AI model for detecting harmful expressions in LLM training data. /Courtesy of TTA

The Korea Information & Communication Technology Association (TTA) announced on the 3rd that it has developed an AI model capable of detecting harmful expressions in large language model (LLM) training data. This model was developed as part of the '2024 quality verification project for large-scale AI training data' by the National Intelligence Society Promotion Agency (NIA).

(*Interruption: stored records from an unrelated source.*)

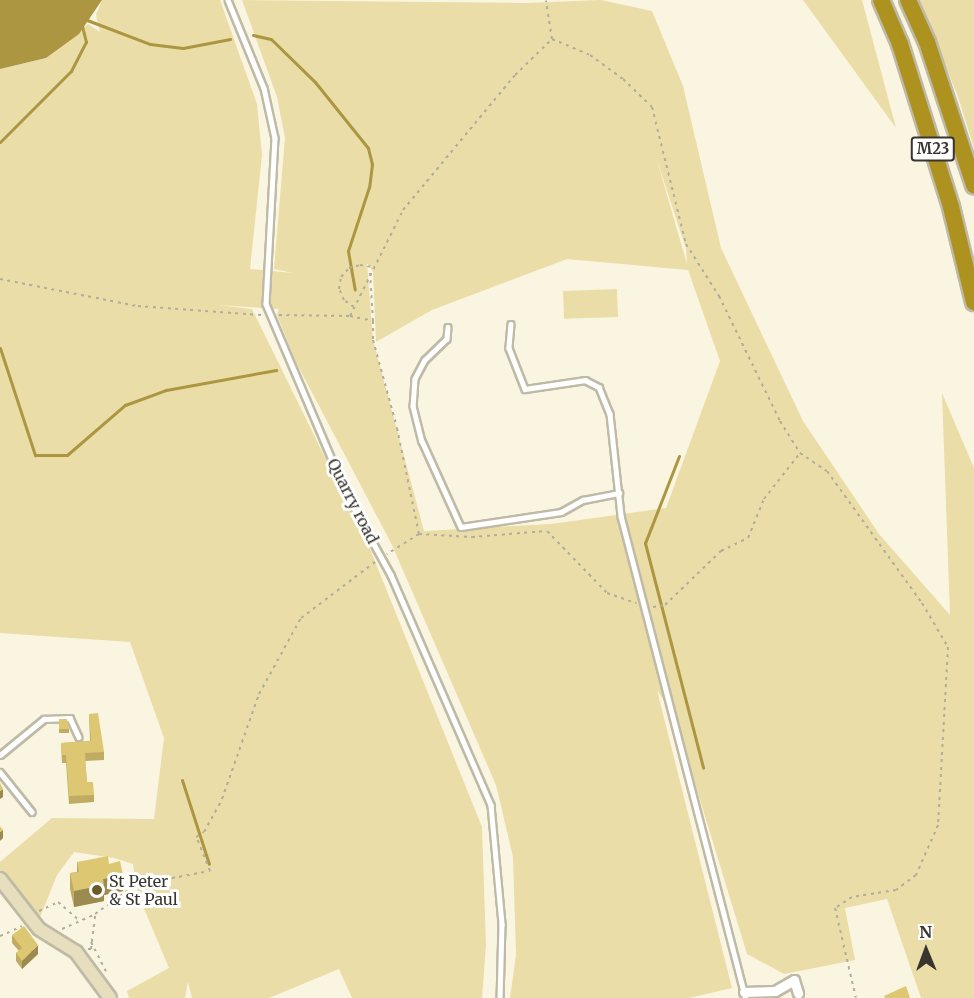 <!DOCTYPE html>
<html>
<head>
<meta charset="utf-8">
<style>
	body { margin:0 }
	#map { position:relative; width:974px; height:998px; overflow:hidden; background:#faf5e0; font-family:Merriweather,serif }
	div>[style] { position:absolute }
	.green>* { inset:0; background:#ebdda7; transform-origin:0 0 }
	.water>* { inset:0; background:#ac9641 }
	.stream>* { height:3px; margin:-1.5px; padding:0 1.5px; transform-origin:1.5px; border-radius:1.5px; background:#ac9641 }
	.path>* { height:2px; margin-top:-1px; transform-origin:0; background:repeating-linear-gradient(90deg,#b1ad9d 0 3px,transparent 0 7.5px) }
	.roads { filter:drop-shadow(2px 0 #bfbaa6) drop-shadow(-2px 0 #bfbaa6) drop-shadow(0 2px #bfbaa6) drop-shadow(0 -2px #bfbaa6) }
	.lane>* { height:4.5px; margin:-2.25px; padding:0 2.25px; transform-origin:2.25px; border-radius:2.25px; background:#fff }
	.street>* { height:9px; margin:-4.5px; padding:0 4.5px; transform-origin:4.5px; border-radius:4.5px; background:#fff }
	.secondary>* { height:12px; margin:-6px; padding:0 6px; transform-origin:6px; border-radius:6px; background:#e6debc }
	.highway>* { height:16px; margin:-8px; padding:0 8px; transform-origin:8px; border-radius:8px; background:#ad9220 }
	.wall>* { inset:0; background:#bfab62 }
	.shaded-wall>* { inset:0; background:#9b8b50 }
	.building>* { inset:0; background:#dec772 }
	.dots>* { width:16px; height:16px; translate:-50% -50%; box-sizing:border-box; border:3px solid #fff; border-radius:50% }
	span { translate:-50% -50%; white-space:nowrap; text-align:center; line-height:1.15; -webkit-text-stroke:6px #fff; paint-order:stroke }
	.shield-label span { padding:2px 4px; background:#fff; border:2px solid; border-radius:4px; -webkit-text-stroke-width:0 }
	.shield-label { font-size:15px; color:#37352d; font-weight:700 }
	.street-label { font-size:16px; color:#37352d }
	.poi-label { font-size:16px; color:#37352d }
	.left { translate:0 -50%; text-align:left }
	.north { position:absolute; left:896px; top:920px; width:60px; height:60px; -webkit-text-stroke:4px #fff; paint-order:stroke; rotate:359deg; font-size:16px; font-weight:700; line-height:24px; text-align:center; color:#37352d }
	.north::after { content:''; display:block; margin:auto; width:21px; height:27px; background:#37352d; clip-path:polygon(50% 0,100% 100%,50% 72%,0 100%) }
</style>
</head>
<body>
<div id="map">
	<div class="green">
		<i style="clip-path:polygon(evenodd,102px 0,220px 0,257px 104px,262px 155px,250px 269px,293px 273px,274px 269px,285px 138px,277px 97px,242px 0,525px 3px,601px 0,652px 11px,683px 86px,721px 248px,803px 421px,879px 534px,950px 615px,942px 393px,974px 468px,974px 998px,921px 998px,887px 899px,845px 908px,855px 960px,784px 974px,747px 954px,675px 718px,657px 690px,732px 988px,689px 998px,510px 998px,516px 955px,513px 857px,496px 785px,392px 545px,296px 362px,277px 315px,279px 309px,217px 305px,252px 309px,370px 549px,482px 827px,486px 945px,482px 998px,352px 998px,339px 969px,269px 998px,192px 998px,188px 982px,185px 998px,129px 998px,127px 991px,169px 968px,137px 892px,133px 864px,114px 858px,74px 852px,57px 875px,40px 917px,0 871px,0 862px,52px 818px,154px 819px,164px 738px,130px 642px,0 633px,0 69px,46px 58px,88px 24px,100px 32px,96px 15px,102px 0,656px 157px,686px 249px,687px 264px,656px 157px,102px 0,567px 259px,688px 270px,720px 361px,666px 508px,551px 524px,424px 531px,373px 340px,367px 263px,373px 272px,376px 342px,432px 310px,567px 259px)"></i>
		<i style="clip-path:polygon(803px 0,862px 0,896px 128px)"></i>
		<i style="clip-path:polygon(919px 0,974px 0,974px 148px,958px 97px)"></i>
		<i style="left:617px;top:289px;width:28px;height:54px;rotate:88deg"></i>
	</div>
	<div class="water">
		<i style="clip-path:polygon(0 0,102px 0,79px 34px,46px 58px,0 69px)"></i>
	</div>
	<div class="stream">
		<i style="left:87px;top:20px;width:67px;rotate:20.9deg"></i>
		<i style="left:150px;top:44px;width:33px;rotate:7deg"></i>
		<i style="left:183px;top:48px;width:48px;rotate:-10.8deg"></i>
		<i style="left:253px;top:35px;width:18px;rotate:13deg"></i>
		<i style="left:271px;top:39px;width:62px;rotate:44.3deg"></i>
		<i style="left:315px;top:82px;width:85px;rotate:51.2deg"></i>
		<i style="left:368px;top:148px;width:16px;rotate:76deg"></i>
		<i style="left:372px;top:164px;width:23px;rotate:97deg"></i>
		<i style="left:369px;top:187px;width:67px;rotate:108.2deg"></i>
		<i style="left:348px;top:251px;width:39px;rotate:80deg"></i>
		<i style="left:0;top:142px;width:100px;rotate:-45deg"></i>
		<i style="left:71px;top:71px;width:33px;rotate:-63deg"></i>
		<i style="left:86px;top:42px;width:16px;rotate:-104deg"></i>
		<i style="left:0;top:348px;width:113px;rotate:71.9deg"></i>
		<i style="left:35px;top:455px;width:32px"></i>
		<i style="left:67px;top:455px;width:77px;rotate:-40.8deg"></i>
		<i style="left:125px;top:405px;width:44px;rotate:-20.1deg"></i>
		<i style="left:166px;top:390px;width:112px;rotate:-10.3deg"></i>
		<i style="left:679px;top:456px;width:93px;rotate:111.3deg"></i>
		<i style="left:645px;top:543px;width:232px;rotate:75.5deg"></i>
		<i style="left:182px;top:780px;width:88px;rotate:72.2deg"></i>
	</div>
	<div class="path">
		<i style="left:552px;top:39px;width:41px;rotate:22.8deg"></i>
		<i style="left:590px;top:55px;width:41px;rotate:36deg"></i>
		<i style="left:623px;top:79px;width:40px;rotate:44deg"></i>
		<i style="left:652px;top:107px;width:141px;rotate:76.1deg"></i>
		<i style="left:686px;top:244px;width:62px;rotate:57.6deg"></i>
		<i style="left:719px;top:296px;width:139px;rotate:64deg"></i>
		<i style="left:780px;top:421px;width:38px;rotate:58deg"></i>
		<i style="left:800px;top:453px;width:32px;rotate:34deg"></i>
		<i style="left:827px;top:471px;width:163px;rotate:54.3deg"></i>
		<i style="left:922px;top:603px;width:51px;rotate:59.4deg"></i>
		<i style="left:948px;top:647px;width:178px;rotate:93.2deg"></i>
		<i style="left:938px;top:825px;width:55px;rotate:113.7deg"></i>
		<i style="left:916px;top:875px;width:25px;rotate:143deg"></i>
		<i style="left:896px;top:890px;width:45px;rotate:171deg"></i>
		<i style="left:852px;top:897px;width:20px;rotate:147deg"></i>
		<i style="left:835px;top:908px;width:92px;rotate:76.9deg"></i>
		<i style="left:370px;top:273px;width:48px;rotate:86.4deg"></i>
		<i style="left:0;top:279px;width:141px;rotate:11.1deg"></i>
		<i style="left:138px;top:306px;width:124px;rotate:4.2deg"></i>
		<i style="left:354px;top:307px;width:12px;rotate:-145deg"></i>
		<i style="left:344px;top:300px;width:12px;rotate:-114deg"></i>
		<i style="left:339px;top:289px;width:12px;rotate:-81deg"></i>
		<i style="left:341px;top:277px;width:12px;rotate:-48deg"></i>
		<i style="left:349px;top:268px;width:11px;rotate:-15deg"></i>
		<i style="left:360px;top:265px;width:12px;rotate:9deg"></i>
		<i style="left:279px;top:315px;width:71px;rotate:0.8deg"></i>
		<i style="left:350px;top:316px;width:119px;rotate:-63.4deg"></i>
		<i style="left:403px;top:210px;width:175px;rotate:-50.3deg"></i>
		<i style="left:515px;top:75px;width:52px;rotate:-44.2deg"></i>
		<i style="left:552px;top:39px;width:39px;rotate:-99deg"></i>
		<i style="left:350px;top:316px;width:24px;rotate:12deg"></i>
		<i style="left:373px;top:321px;width:19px;rotate:90deg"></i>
		<i style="left:373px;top:340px;width:91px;rotate:74.7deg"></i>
		<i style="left:397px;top:428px;width:108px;rotate:78.3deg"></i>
		<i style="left:419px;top:534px;width:38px;rotate:148deg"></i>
		<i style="left:419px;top:534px;width:53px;rotate:3.2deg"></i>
		<i style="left:472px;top:537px;width:75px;rotate:-4.6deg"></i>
		<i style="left:547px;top:531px;width:86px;rotate:45.9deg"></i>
		<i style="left:607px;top:593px;width:31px;rotate:19deg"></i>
		<i style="left:653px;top:607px;width:12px;rotate:-9deg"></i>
		<i style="left:665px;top:605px;width:78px;rotate:-44deg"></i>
		<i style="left:721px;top:551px;width:30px;rotate:-26deg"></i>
		<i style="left:748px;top:538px;width:42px;rotate:-67.7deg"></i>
		<i style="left:764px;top:499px;width:58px;rotate:-52deg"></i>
		<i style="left:39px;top:911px;width:21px;rotate:-25deg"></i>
		<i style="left:58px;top:902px;width:29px;rotate:41deg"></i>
		<i style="left:62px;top:929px;width:36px;rotate:-24deg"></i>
		<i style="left:0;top:936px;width:24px;rotate:-24deg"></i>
		<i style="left:91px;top:942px;width:33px;rotate:63deg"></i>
		<i style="left:88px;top:949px;width:3px"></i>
		<i style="left:91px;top:949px;width:35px;rotate:-83deg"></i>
		<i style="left:95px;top:914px;width:49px;rotate:-35.9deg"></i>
		<i style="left:135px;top:885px;width:76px;rotate:-10.6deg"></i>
		<i style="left:210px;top:871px;width:37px;rotate:-112deg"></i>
		<i style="left:196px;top:837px;width:9px;rotate:-32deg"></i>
		<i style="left:204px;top:832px;width:38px;rotate:-61deg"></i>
		<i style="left:222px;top:799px;width:111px;rotate:-70.6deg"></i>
		<i style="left:259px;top:694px;width:87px;rotate:-61.1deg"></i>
		<i style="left:301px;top:618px;width:93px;rotate:-37.1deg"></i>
	</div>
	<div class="roads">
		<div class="lane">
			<i style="left:228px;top:0;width:95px;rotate:67.8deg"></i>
			<i style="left:264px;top:88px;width:51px;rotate:77.6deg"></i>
			<i style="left:275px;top:138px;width:166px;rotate:93.1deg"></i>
			<i style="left:266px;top:304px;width:210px;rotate:67deg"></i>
			<i style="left:348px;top:497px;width:89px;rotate:61.1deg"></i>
			<i style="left:391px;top:575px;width:251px;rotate:66.5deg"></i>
			<i style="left:491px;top:805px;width:120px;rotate:84.7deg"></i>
			<i style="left:502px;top:924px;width:74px;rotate:91.5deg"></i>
			<i style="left:511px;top:324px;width:24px;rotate:95deg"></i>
			<i style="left:509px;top:348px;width:44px;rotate:68.7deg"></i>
			<i style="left:525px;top:389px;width:61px;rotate:-8.5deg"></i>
			<i style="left:585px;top:380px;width:16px;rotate:27deg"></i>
			<i style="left:599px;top:387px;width:29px;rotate:68deg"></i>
			<i style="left:610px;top:414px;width:103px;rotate:83.8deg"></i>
			<i style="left:621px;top:516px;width:498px;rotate:75.5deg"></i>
			<i style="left:448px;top:327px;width:12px;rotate:95deg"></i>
			<i style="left:447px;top:339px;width:30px;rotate:136deg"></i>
			<i style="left:425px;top:360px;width:21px;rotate:118deg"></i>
			<i style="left:415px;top:379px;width:27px;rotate:94deg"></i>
			<i style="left:413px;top:406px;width:36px;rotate:76deg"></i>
			<i style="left:422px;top:441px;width:94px;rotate:65.6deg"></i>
			<i style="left:461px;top:527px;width:101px;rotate:-8.5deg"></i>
			<i style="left:561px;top:512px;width:25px;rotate:-29deg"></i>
			<i style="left:583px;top:500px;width:37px;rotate:-11deg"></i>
			<i style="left:0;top:755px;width:57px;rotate:-39.3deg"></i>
			<i style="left:44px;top:719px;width:26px;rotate:-2deg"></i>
			<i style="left:70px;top:718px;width:21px;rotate:65deg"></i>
			<i style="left:0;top:772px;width:51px;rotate:51.3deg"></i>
		</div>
		<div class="street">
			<i style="left:744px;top:992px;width:31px;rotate:-2deg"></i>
			<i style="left:775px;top:991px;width:22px;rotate:-30deg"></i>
			<i style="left:794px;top:980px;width:14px;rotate:73deg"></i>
		</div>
		<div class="secondary">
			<i style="left:0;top:879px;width:63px;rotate:52deg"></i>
			<i style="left:39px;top:929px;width:44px;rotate:31.9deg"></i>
			<i style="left:76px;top:952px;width:57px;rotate:53.5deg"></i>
		</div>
		<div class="highway">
			<i style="left:881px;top:0;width:48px;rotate:66.6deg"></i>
			<i style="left:900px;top:44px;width:171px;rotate:72.6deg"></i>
			<i style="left:951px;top:207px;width:98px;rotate:76.4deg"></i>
			<i style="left:908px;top:0;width:46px;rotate:65.7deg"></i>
			<i style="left:927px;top:42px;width:151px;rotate:71.8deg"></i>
		</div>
	</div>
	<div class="wall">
		<i style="clip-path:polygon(89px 714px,104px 752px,104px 760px,85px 761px,87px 782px,94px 795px,94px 802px,69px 804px,66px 763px,62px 763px,61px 743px,90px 741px)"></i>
		<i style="clip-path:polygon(59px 719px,69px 729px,69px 733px,59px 733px)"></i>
		<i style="clip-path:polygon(77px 862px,109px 864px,123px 891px,104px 895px,104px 901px,74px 907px,70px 889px,70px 873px,77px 872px)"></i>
		<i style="clip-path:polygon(12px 935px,38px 954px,22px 969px,16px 961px,16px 953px,19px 951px,12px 943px)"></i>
	</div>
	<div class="shaded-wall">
		<i style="clip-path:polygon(3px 789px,3px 797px,0 799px,0 791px)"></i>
		<i style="clip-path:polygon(3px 830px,3px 838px,0 841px,0 832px)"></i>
		<i style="clip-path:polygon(123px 875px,123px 891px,104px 895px,104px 901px,74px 907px,74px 891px,103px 879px)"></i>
		<i style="clip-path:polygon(38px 945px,38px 954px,22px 969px,22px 961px)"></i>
	</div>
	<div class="building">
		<i style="clip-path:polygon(98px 713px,104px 752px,85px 753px,87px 782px,93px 782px,94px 795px,69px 796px,66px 755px,62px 755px,61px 743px,91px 741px,89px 714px)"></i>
		<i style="clip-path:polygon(59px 719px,67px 719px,69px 729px,59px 729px)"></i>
		<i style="clip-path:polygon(0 783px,3px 789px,0 791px)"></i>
		<i style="clip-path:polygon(0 826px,3px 830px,0 832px)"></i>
		<i style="clip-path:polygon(108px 856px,109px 864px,120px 861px,123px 875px,103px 879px,104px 885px,74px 891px,70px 873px,79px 872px,77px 862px)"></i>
		<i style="clip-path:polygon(24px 926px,38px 945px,22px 961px,16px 953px,22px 948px,12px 935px)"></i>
		<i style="clip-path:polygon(906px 986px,910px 998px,885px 998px,884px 996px)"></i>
	</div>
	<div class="dots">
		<i style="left:97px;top:890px;background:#695c29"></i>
	</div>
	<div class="shield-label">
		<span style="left:933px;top:149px">M23</span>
	</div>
	<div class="street-label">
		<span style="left:353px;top:501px;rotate:63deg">Quarry road</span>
	</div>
	<div class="poi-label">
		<span class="left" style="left:109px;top:890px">St Peter<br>&amp; St Paul</span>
	</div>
	<div class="north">N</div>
</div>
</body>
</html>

The harmful expression detection AI model (hereafter referred to as the model) first determines whether a sentence in the corpus contains harmful expressions, and if so, classifies the harmful expression into categories to detect the corpus's harmfulness. The harmful categories were established based on the definition of hate speech from the National Human Rights Commission's "Hate Speech Counter Guide" and are divided into a total of 11 types across three categories. The model analyzes harmfulness while considering the context of the text, allowing it to detect harmful expressions that do not contain profanity.

The constructed harmful expression detection AI model and training data have been uploaded to Hugging Face, an open-source library and AI model distribution platform. By utilizing the Hugging Face API, anyone can easily analyze the harmfulness of corpus text through the model and refine harmful expressions.

The model allows users to select from the KcELECTRA Fine-Tuning version and the KoBERT Fine-Tuning version considered during the selection process, which are both uploaded step by step. Additionally, users can view detailed information and test results through model and data cards, enabling them to choose and utilize the model according to their purposes.

It has not been easy to refine the various harmful expressions included in the training corpus data, which have raised issues of reliability and safety in generative AI services. The expectation is that the widespread use of this newly released open-source harmful expression detection AI model will establish a safer and more reliable AI usage foundation.

Son Seung-hyeon, president of TTA, emphasized, "As generative AI technology is being actively applied in various fields, the demand for LLM training text data is skyrocketing, and accordingly, there is increasing social interest in the ethical aspects of LLM technology. In particular, since the model generates text as it has learned, the process of refining harmful expressions included in the training text is an absolute necessity."


※ This article has been translated by AI. Share your feedback here.